**** Data for processing

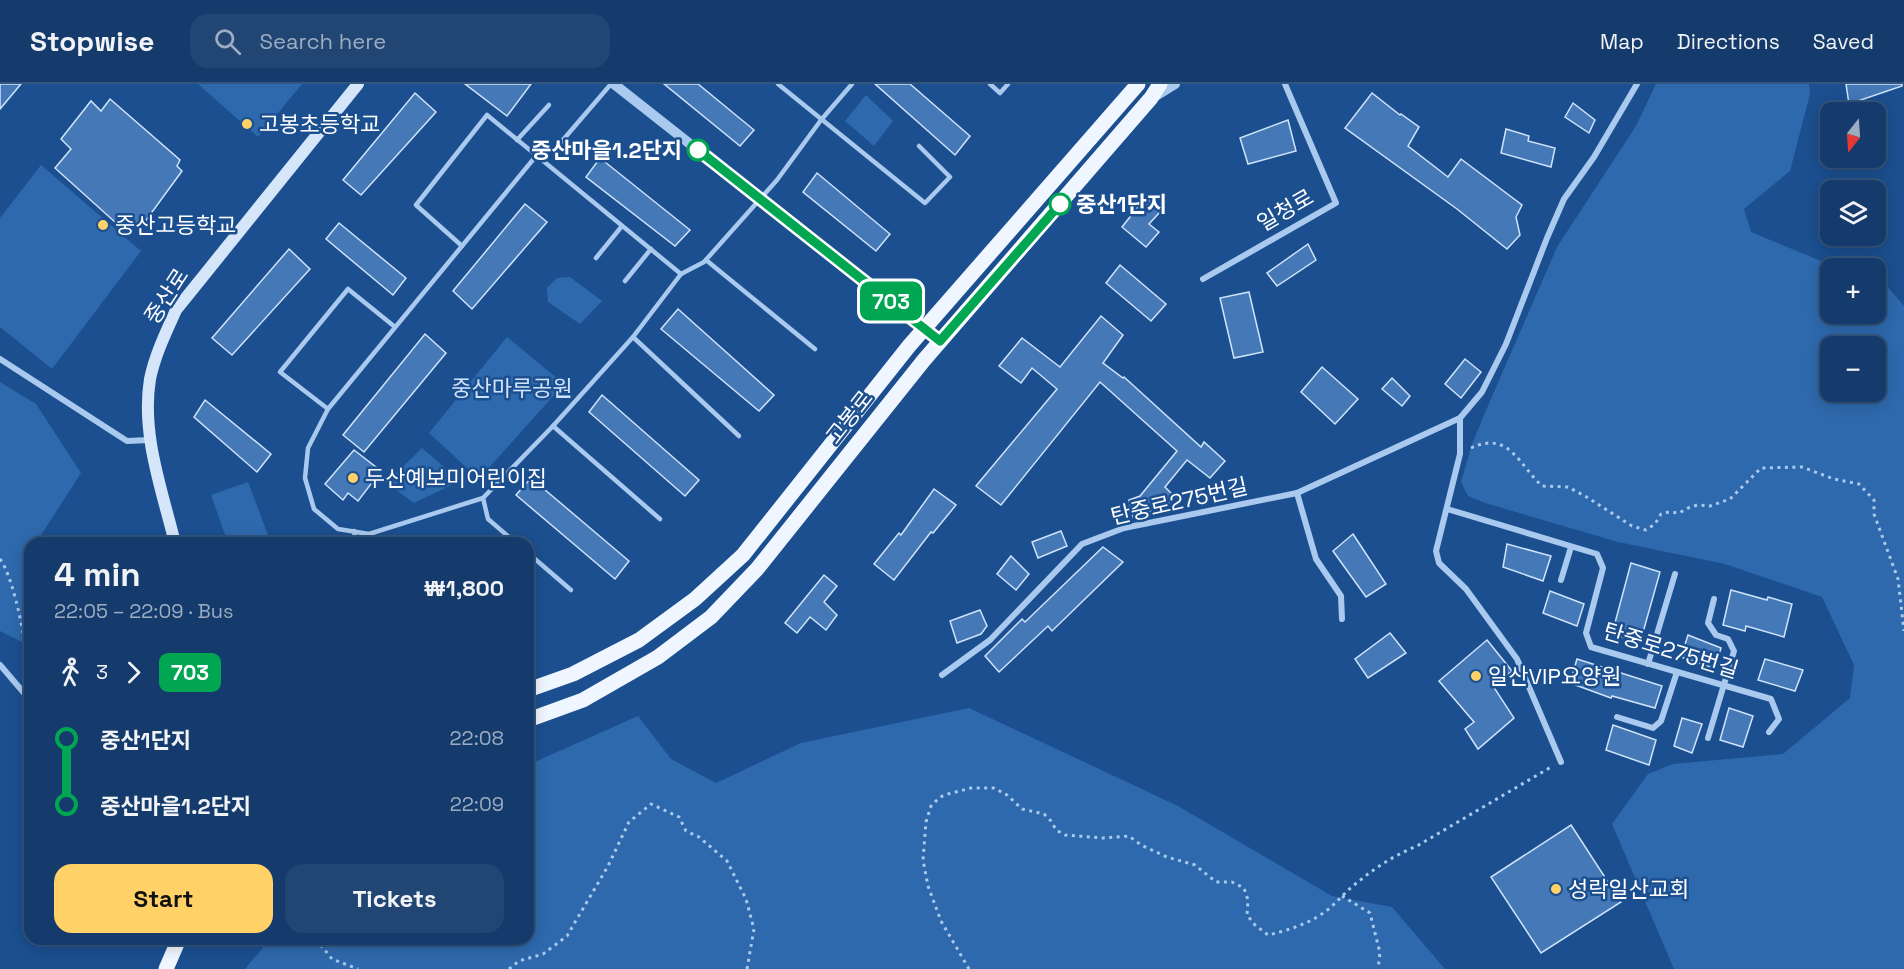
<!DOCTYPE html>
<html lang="en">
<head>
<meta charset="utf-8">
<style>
	body { margin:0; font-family:"Space Grotesk","Noto Sans KR",sans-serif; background:#214673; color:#f1f3f6; height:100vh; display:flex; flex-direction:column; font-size:22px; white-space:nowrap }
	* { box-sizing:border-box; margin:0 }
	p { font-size:20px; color:#9dadc1 }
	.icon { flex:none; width:33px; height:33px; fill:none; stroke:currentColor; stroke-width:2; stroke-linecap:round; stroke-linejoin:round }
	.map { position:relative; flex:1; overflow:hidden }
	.sheet { position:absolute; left:24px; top:453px; width:510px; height:408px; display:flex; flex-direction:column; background:#143b6b; border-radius:18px; box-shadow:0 3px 15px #0003,0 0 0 2px #33557e }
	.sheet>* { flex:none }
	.badge { padding:0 12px; border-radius:9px; font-size:21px; line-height:39px }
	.needle { width:39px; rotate:197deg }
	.tools { position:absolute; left:1820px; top:18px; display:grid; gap:12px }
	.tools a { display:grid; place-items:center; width:66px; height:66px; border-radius:12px; background:#143b6b; box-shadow:0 3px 15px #0003,0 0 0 2px #33557e; font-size:30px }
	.map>.badge { position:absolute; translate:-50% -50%; box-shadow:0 0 0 3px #fff }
	.legs { display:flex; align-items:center; gap:9px; height:66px; padding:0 30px; font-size:20px }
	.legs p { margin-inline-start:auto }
	.headline { display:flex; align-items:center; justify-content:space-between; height:102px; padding:0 30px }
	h1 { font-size:33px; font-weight:700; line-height:45px }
	.cta { display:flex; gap:12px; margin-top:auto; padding:12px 30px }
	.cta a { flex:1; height:69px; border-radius:18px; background:#ffd166; color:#111; font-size:24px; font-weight:700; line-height:69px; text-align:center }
	.cta a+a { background:#214673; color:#f1f3f6 }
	ul { padding:0 30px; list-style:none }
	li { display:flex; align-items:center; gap:21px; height:66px; font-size:22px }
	li i { display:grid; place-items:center; width:9px; height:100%; margin:0 8px; background:currentColor }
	li i::after { content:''; width:15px; height:15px; margin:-8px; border:4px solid; border-radius:50%; background:#143b6b }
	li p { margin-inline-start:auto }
	li:first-child i { background:linear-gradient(#0000 50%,currentColor 0) }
	li:last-child i { background:linear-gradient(currentColor 50%,#0000 0) }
	header { display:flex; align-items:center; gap:36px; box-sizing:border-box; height:84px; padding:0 30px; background:#143b6b; border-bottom:2px solid #33557e }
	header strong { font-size:28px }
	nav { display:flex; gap:33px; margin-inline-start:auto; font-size:21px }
	.search { width:420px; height:54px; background:#214673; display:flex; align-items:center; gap:15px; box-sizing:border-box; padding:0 21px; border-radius:18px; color:#9dadc1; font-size:22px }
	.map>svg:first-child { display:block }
	.green { fill:#2e69ad; fill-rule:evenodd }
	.building { fill:#4478b7; stroke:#cfe3fa; stroke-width:1.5 }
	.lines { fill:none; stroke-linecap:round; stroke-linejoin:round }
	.path { stroke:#a9c9ee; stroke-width:3; stroke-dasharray:3 4.5; stroke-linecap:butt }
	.service { stroke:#a9c9ee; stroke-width:4.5 }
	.minor { stroke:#a9c9ee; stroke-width:6 }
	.tertiary { stroke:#a9c9ee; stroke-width:10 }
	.secondary { stroke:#d6e6fa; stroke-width:12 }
	.primary { stroke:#f0f6ff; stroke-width:15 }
	.line-1-casing { stroke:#fff; stroke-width:14 }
	.line-1 { stroke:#00a651; stroke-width:9 }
	.poi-dot { fill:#ffd166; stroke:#1b4f8f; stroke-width:2 }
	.stop-1-dot { fill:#fff; stroke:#00a651; stroke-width:3 }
	.labels { text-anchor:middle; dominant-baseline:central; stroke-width:5; stroke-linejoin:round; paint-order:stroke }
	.poi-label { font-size:22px; fill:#fff; stroke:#1b4f8f; text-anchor:start }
	.stop-label { font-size:22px; font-weight:bold; fill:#fff; stroke:#1b4f8f; text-anchor:end }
	.street-label { font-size:22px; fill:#fff; stroke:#1b4f8f }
	.park-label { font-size:22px; fill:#cfe3fa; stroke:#1b4f8f }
</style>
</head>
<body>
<header>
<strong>Stopwise</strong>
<div class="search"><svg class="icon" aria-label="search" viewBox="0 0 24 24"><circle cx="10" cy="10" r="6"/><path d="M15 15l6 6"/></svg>Search here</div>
<nav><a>Map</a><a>Directions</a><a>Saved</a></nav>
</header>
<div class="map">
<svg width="1904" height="885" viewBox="0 0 1904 885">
	<rect width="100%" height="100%" fill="#1b4f8f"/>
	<g class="green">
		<path d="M198,0h104l-44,53z"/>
		<path d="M1656,0h153l1,10 -20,77 -46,38 7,23 87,36h-8v46h45v-32l12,4 17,20v663h-230l-62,-145 36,-50 25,-10 110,-10 67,-56 4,-33 -32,-68 -97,-33 -107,-22 -133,-39 -17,-7 -7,-14 11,-38 15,-36 70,-161 79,-121zM1830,262h45v46h-45z"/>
		<path d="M866,11l27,26 -19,25 -29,-25z"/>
		<path d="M41,81l100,86 -89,118 -52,-42v-109z"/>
		<path d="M570,193l32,24 -22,23 -32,-22 -1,-14 10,-10z"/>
		<path d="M507,253l57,47 -85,95 -50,-46z"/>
		<path d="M0,298l36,22 45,69 -45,70h-6v103l-30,-15z"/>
		<path d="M422,364l38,33 -46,22 -28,-20z"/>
		<path d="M248,398l22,58 -10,3h-32l-17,-48z"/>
		<path d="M969,624l209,98 154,90 60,11 53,62h-1200l25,-30h258v-174l110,-49 33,43 45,24 85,-40z"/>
	</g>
	<g class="building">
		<path d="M0,0h21l-21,25z"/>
		<path d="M465,0h66l-24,32z"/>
		<path d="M664,0h34l56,46 -14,16z"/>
		<path d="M875,0h35l60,52 -15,19z"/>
		<path d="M1846,0h56v2l-53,18z"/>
		<path d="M415,9l21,19 -75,83 -18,-15z"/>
		<path d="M1372,9l28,22 1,-1 18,13 -11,19 40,31 13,-18 61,46 -6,12 4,18 -13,14 -50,-40 -112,-81z"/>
		<path d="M110,15l70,61 -3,6 5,5 -43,59 -7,-6 -6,8 -71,-64 16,-19 -10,-10 30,-38 10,10z"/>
		<path d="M1573,19l22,17 -6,13 -24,-16z"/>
		<path d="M1288,36l8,31 -48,13 -8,-26z"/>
		<path d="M1506,45l23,7 -1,5 27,7 -4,19 -50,-14z"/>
		<path d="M600,74l90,72 -15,16 -89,-69z"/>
		<path d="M817,89l73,61 -14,17 -73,-59z"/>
		<path d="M1146,113l14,15 -11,12 10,8 -13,15 -24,-20z"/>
		<path d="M525,120l22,18 -75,87 -19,-18z"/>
		<path d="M339,139l67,55 -13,17 -67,-56z"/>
		<path d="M1308,160l8,16 -39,26 -10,-13z"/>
		<path d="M289,165l21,20 -78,86 -20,-17z"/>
		<path d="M1120,181l46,39 -15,17 -45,-38z"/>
		<path d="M1249,208l14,60 -29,6 -14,-60z"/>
		<path d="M678,225l96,86 -15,16 -98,-82z"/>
		<path d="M1101,232l22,19 -20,28 20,15 1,-1 77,70 3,-5 21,19 -15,17 -23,-18 -22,27 9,9 -8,11 -33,10 -4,-17 11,-4 37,-45 -77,-69 -99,123 -25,-19 81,-97 -25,-21 -11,15 -22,-17 23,-28 38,29z"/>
		<path d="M425,250l21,19 -82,99 -21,-17z"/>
		<path d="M1465,275l16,13 -20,26 -16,-14z"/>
		<path d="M1322,283l36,32 -23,25 -34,-32z"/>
		<path d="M1392,294l18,18 -8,10 -20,-17z"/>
		<path d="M602,311l97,85 -14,16 -96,-84z"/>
		<path d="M205,316l66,54 -14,18 -63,-55z"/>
		<path d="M354,366l27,21 -23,30 -10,-8 -5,7 -18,-16z"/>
		<path d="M531,394l98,83 -14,18 -99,-84z"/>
		<path d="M934,405l22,16 -23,28 -2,-1 -37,48 -20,-16 25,-31 2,2z"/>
		<path d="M1061,447l6,15 -29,12 -6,-16z"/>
		<path d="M1353,450l33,50 -20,13 -33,-46z"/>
		<path d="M1507,460l44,12 -8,25 -40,-14z"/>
		<path d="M1103,463l20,15 -71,69 -4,-5 -49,46 -14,-16 37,-37 3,3z"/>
		<path d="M1011,472l18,18 -13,16 -19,-16z"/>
		<path d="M1631,479l29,9 -20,71 -28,-9z"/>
		<path d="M824,491l13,11 -13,16 13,13 -11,15 -16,-13 -13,16 -12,-10z"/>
		<path d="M1731,506l36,10 1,-3 24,7 -8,33 -38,-11 -1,5 -22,-6z"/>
		<path d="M1550,507l34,13 -7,22 -34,-13z"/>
		<path d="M980,526l7,16 -6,8 -24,9 -7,-22z"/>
		<path d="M1390,549l16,20 -38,25 -13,-19z"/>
		<path d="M1688,551l33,13 -6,21 -34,-12z"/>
		<path d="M1487,556l25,31 -19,15 21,32 -36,31 -13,-20 9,-7 -35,-41z"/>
		<path d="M1577,575l85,27 -7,22 -43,-12 -1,2 -41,-15z"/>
		<path d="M1765,575l38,11 -8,21 -37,-11z"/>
		<path d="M1729,624l24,8 -10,31 -23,-7z"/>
		<path d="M1682,634l20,6 -10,29 -18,-7z"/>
		<path d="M1613,641l43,15 -7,25 -43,-15z"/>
		<path d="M1571,741l50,77 -80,51 -50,-76z"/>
	</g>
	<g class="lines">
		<g class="path">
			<path d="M1471,364c38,-18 48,17 71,38l26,1 17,9 47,30 14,4 9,-6 6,-10 8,-2 10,1 11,-6 8,-2 12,1 20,-7 31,-31 41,-1 32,12 25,5 15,16v14l24,65 6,52"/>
			<path d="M0,475c15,20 29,97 29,123"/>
			<path d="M1342,812l28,17 10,40 -2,16"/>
			<path d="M316,855l16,20 26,10"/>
			<path d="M509,885l10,-8 24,-7 24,-18 41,-70 21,-44 22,-18 28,13 7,14 13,6 28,24 19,38 8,30 -7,40"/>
			<path d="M969,885l-28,-48 -13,-35 -5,-26 3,-38 5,-16 9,-9 8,-3 23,-6h23l13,7 15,14 22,5 7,7 5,9 9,5 38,3 26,-2 12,9 26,12 28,8 21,17h16l12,6 4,12 -1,15 8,10 13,10c22,-5 46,-13 63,-28 9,-8 17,-18 27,-25 18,-15 37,-27 59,-36l134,-79"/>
		</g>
		<g class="service">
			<path d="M611,0l-55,64 -20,8 -208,253 -20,39 -3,30 9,31 24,20 31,5 114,-36 70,-72 80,-89 48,-63 23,-12 73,-82 44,-60 31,-36"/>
			<path d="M778,0l147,119 25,-26 -31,-31"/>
			<path d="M990,0l10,9 8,-9"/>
			<path d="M517,56l32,-35"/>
			<path d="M462,162l-46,-41 71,-90 194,159"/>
			<path d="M596,174l26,-32"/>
			<path d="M706,176l109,89"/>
			<path d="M625,197l26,-32"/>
			<path d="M633,253l106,99"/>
			<path d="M328,325l-48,-37 68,-83 47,38"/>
			<path d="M553,342l107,93"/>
			<path d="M483,414l5,21 28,24"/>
			<path d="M354,447l2,12"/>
			<path d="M528,469l43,37"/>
		</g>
		<g class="minor">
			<path d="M1203,195l133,-76 -51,-119"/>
			<path d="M0,275l127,82 23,-1"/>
			<path d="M1297,409l19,66 25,37 1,23"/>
			<path d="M1447,425l150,45 6,14 -17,65 5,14 180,52 8,20 -10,13"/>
			<path d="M1561,496l10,-33"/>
			<path d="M1648,580l27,-90"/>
			<path d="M0,581l30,35"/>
			<path d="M942,591l48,-35 92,-96 42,-16 173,-35 163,-75"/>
			<path d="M1617,633l36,11 8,-7 16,-49"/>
			<path d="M1708,654l26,-87 -6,-12 -12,-4 -8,-12 6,-24"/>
			<path d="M1561,678l-44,-103 -51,-70 -27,-26 -3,-12 24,-97v-36l22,-26 24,-48 41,-106 17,-39 30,-42 43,-73"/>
		</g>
		<g class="tertiary">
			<path d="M614,0l326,257"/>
			<path d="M1154,13l21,-13"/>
		</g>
		<path class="secondary" d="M175,459c-13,-53 -34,-109 -25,-164 5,-24 16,-47 26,-69l182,-226"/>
		<g class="primary">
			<path d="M528,606l45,-16 66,-34 56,-41 48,-44 166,-209 229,-262"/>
			<path d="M528,636l55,-20 75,-43 53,-40 46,-48 167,-209 227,-262 9,-14"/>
			<path d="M166,885l13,-30"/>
		</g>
	</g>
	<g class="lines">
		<g class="line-1-casing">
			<path id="line-1" d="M698,66l242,191 120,-137"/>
		</g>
		<use href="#line-1" class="line-1"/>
	</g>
	<g class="poi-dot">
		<circle cx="247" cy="40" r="6"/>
		<circle cx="103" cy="141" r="6"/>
		<circle cx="353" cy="394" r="6"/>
		<circle cx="1476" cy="592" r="6"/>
		<circle cx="1556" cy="805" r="6"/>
	</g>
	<g class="stop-1-dot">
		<circle cx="698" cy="66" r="10"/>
		<circle cx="1060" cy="120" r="10"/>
	</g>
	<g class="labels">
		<g class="poi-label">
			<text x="259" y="40">고봉초등학교</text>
			<text x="115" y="141">중산고등학교</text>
			<text x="365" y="394">두산예보미어린이집</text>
			<text x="1488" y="592">일산VIP요양원</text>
			<text x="1568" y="805">성락일산교회</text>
		</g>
		<g class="stop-label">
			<text x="682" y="66">중산마을1.2단지</text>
			<text x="1076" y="120" text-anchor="start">중산1단지</text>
		</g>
		<g class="street-label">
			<text transform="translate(1285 126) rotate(-30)">일청로</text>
			<text transform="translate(166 212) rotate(-57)">중산로</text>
			<text transform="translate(849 333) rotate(-52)">고봉로</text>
			<text transform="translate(1179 417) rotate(-13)">탄중로275번길</text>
			<text transform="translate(1671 566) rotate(17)">탄중로275번길</text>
		</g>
		<g class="park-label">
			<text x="512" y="304">중산마루공원</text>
		</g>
	</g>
</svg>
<div class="tools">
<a><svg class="needle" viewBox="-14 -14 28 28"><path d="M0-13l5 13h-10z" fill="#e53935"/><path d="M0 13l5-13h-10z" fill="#9dadc1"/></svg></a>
<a><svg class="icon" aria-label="layers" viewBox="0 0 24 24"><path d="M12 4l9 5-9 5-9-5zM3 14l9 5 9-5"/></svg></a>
<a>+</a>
<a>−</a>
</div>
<b class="badge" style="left:891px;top:217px;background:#00a651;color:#fff">703</b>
<section class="sheet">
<div class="headline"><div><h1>4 min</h1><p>22:05 – 22:09 · Bus</p></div><b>₩1,800</b></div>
<div class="legs"><svg class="icon" aria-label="walk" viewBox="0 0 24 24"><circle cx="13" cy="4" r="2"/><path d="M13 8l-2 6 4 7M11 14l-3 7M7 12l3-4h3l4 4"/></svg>3<svg class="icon" aria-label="forward" viewBox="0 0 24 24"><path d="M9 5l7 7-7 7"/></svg><b class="badge" style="background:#00a651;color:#fff">703</b></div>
<ul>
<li><i style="color:#00a651"></i><b>중산1단지</b><p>22:08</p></li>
<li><i style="color:#00a651"></i><b>중산마을1.2단지</b><p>22:09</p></li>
</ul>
<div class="cta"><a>Start</a><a>Tickets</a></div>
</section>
</div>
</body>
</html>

********

Your answer should be the lines of the records that hold the string "tools".

	.tools { position:absolute; left:1820px; top:18px; display:grid; gap:12px }
	.tools a { display:grid; place-items:center; width:66px; height:66px; border-radius:12px; background:#143b6b; box-shadow:0 3px 15px #0003,0 0 0 2px #33557e; font-size:30px }
<div class="tools">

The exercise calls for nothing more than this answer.